L’auteur se concentre sur les Amérindiens illinois et outaouais, en se basant principalement sur les écrits des Relations des Jésuites, la correspondance de ces « soldats de Dieu », des lexiques et dictionnaires produits par ces derniers, ainsi que sur les rares récits de témoins laïques dont le marchand Pierre Deliette.

Selon Leavelle, certains groupes amérindiens seront réceptifs aux jésuites en raison de la situation politique de leurs régions, menacées de plein fouet par les invasions militaires iroquoises. Comme l’a montré le grand historien américain Richard White dans son magistral Le middle ground, ces invasions suscitent alors d’énormes déplacements de populations terrorisées et disloquées par l’effet de guerres d’extermination iroquoises, absolument sans pitié.

Leavelle fait état d’une conversion massive d’un groupe outaouais, les Kiskakons, qu’il attribue à une tentative de « revitaliser la communauté » et de « régulariser les conduites personnelles dans un contexte d’environnement social difficile ».

Dans un fascinant exemple d’adaptation culturelle mutuelle, l’auteur montre que l’enterrement du père jésuite Jacques Marquette s’est partiellement déroulé à la façon traditionnelle kiskakon, à savoir le nettoyage des os et leur exposition au soleil, suivi de leur mise en sac et de leur transport à la Mission Saint-Ignace (près de Mackinaw City dans le Michigan actuel) afin d’y être enterrés.

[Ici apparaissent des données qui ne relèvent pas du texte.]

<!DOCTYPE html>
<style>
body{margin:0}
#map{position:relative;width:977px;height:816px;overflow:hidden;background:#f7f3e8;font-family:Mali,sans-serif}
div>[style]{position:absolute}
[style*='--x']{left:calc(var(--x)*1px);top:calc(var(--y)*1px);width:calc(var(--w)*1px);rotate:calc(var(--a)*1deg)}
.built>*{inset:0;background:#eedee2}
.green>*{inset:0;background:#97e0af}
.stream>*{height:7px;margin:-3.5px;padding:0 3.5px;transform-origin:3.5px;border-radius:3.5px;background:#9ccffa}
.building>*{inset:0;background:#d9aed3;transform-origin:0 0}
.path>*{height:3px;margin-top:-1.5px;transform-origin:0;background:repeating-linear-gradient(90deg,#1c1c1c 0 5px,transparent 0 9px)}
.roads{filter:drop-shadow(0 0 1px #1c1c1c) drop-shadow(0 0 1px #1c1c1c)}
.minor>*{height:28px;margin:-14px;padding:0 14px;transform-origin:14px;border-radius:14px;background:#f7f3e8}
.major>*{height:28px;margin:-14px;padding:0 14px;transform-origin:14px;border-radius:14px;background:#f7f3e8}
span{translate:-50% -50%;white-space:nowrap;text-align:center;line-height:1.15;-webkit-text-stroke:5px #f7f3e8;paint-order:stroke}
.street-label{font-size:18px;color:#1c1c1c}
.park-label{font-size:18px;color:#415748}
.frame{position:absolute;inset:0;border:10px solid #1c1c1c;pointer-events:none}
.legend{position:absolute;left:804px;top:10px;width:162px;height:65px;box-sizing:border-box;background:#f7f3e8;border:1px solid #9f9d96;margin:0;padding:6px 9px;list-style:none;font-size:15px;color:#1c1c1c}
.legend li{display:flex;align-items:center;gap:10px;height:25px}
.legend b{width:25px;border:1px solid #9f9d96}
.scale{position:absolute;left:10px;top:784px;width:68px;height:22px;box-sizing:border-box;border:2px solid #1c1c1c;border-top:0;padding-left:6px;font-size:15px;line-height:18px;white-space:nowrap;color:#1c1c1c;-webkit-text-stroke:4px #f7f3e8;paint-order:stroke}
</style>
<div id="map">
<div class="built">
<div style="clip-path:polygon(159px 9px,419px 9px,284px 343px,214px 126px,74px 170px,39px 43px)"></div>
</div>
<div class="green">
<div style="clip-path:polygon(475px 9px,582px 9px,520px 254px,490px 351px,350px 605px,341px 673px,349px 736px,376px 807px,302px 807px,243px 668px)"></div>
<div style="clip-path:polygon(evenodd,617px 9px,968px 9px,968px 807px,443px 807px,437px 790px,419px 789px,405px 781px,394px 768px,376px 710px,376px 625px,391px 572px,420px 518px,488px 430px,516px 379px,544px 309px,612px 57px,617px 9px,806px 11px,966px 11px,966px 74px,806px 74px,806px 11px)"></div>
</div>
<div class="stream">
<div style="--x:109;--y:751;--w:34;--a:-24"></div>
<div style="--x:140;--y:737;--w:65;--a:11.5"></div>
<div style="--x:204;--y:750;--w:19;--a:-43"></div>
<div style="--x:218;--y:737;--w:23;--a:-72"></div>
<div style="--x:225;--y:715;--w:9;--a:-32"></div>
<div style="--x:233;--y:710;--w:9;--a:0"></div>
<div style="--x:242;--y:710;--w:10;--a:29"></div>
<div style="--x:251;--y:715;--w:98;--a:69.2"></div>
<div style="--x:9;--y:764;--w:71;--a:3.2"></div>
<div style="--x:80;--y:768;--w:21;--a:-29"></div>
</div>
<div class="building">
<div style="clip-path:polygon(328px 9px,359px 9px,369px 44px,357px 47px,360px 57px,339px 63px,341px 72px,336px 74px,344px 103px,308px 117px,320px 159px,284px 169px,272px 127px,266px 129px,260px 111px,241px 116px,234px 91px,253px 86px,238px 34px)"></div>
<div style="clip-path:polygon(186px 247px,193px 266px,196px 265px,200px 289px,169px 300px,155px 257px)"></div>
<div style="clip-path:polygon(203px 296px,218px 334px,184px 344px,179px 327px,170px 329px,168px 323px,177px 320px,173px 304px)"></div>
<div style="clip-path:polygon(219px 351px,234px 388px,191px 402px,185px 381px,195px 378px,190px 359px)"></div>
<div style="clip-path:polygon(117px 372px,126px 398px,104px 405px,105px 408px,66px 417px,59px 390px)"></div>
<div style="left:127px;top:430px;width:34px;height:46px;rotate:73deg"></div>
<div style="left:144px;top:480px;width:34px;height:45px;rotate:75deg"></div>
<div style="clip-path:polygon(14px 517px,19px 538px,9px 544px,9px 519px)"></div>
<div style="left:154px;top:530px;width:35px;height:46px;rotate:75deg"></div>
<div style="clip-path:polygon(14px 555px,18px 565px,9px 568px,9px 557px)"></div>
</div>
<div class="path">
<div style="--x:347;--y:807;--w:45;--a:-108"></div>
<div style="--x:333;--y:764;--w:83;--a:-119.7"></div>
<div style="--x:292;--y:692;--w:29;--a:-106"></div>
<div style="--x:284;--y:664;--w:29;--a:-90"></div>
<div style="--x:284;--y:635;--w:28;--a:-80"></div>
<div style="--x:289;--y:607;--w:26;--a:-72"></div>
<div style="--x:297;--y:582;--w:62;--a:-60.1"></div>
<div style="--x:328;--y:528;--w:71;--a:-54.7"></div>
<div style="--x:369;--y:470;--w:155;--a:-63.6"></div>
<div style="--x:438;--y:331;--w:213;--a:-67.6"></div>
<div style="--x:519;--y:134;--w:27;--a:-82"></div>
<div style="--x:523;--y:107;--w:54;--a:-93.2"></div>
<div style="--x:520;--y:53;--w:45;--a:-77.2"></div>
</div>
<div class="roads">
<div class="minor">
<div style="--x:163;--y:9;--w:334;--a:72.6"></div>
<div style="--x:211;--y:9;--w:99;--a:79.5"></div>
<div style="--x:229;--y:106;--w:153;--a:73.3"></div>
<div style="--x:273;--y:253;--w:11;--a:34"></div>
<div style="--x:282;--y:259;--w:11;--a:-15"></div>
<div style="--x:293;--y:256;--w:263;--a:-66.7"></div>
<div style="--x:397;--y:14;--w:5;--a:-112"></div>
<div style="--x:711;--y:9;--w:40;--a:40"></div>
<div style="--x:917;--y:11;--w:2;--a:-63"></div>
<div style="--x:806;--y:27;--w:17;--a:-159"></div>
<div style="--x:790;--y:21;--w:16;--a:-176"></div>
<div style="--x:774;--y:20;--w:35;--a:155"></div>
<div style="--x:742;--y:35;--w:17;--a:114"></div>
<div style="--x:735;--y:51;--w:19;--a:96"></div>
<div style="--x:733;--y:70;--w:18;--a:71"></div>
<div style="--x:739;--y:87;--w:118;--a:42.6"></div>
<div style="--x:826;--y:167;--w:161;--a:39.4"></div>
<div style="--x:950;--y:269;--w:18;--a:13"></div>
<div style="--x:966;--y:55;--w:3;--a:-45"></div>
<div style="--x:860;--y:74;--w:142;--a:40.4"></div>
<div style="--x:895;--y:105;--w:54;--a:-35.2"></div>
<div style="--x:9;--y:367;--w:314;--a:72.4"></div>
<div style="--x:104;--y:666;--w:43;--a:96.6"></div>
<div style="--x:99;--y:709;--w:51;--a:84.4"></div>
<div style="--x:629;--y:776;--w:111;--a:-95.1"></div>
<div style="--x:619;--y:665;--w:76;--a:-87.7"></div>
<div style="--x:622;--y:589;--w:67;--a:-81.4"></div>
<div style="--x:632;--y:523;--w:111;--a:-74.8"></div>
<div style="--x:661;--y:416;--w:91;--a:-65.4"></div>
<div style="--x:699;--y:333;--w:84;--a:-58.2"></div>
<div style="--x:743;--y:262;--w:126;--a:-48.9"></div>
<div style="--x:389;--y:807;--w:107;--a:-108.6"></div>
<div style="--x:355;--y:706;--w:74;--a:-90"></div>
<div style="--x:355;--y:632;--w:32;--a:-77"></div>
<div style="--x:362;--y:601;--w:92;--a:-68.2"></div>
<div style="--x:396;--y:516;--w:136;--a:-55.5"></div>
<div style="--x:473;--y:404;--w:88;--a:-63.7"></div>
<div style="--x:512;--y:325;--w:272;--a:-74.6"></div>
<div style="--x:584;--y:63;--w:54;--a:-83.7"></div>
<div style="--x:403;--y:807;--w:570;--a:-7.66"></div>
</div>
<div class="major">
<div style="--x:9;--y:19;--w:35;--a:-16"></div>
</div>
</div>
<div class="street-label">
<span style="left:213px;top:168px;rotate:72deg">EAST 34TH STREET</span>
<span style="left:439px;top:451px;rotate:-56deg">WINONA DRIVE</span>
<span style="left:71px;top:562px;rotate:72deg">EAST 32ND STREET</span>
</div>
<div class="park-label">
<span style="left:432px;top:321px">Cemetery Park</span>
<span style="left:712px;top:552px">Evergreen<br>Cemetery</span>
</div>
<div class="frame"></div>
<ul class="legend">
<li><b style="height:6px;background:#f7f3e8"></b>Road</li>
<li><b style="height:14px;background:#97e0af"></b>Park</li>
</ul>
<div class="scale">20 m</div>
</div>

L’autre grand succès missionnaire raconté par l’auteur se produit chez les Kaskaskias, peuple illinois qui allait donner son nom à l’état du même nom, et qui occupe le gros de sa démonstration. Les hommes de cette nation veulent clairement solidifier leur alliance avec la Nouvelle-France. Cependant, les jeunes hommes sont peu nombreux à vouloir être baptisés, et ce, pour au moins deux raisons : l’interdiction de la polygamie et le monothéisme catholique qui fait courir à leurs yeux le risque que les esprits protecteurs traditionnels ne veillent plus sur eux quand ils vont à la guerre. Le succès des conversions est beaucoup plus important chez les femmes. En 1696, les Jésuites disent avoir baptisé 2,000 Kaskaskias.

Bien que l’auteur ne le présente pas ainsi, on peut déduire que ce processus de conversion a lieu alors que la culture kaskaskia perd aussi de sa force de conviction interne. Par exemple, des enfants rient ouvertement des rituels de guérisseurs et les femmes se dégagent assez facilement de normes culturelles caractérisées par une très forte domination masculine répressive. Selon des témoignages de Deliette et de Marquette, il arrivait que des femmes se fassent « traditionnellement » violer en groupe et même mutiler suite à des actes d’infidélité conjugale.

Par ailleurs, le chapitre V sur les échanges linguistiques montre la très forte capacité d’adaptation des Jésuites, autre facteur explicatif de leur influence. Par exemple, le mot « Dieu » est traduit en illinois par « grand esprit de la création ». Cela dit, l’auteur ne cache pas les limites de cette créativité langagière car bien des concepts de théologie catholique sont impossibles à traduire. « Les missionnaires savent qu’ils perdent le contrôle des concepts religieux à partir du moment où ils sont énoncés dans une langue amérindienne », écrit-il.

Le catholicisme a-t-il été une stratégie efficace de réponse aux énormes défis du changement social et culturel auxquels devaient faire face des communautés autochtones de cette époque? A-t-il contribué à la capacité de défense militaire de groupes menacés dans leur existence même? Ou au contraire, a-t-il nui à cette capacité militaire? Plus de 300 ans plus tard, la réponse n’a rien d’une évidence étant donné l’importance de facteurs politiques allant au-delà des Jésuites et de leur action collective, comme l’est par exemple, la chute de la Nouvelle-France qui avait réalisé jusqu’à la Conquête, selon l’historien Fred Anderson, une confédération de facto avec des peuples amérindiens dans un gigantesque effort pour contrer l’avancée des colons anglo-américains. Un effort qui, oui, aurait pu être couronné de succès… mais cela est une toute autre histoire.

LEAVELLE, Tracy Neal, The Catholic calumet : colonial conversions in French and Indian North America, Philadelphia, University of Pennsylvania Press, 2012, 255 p.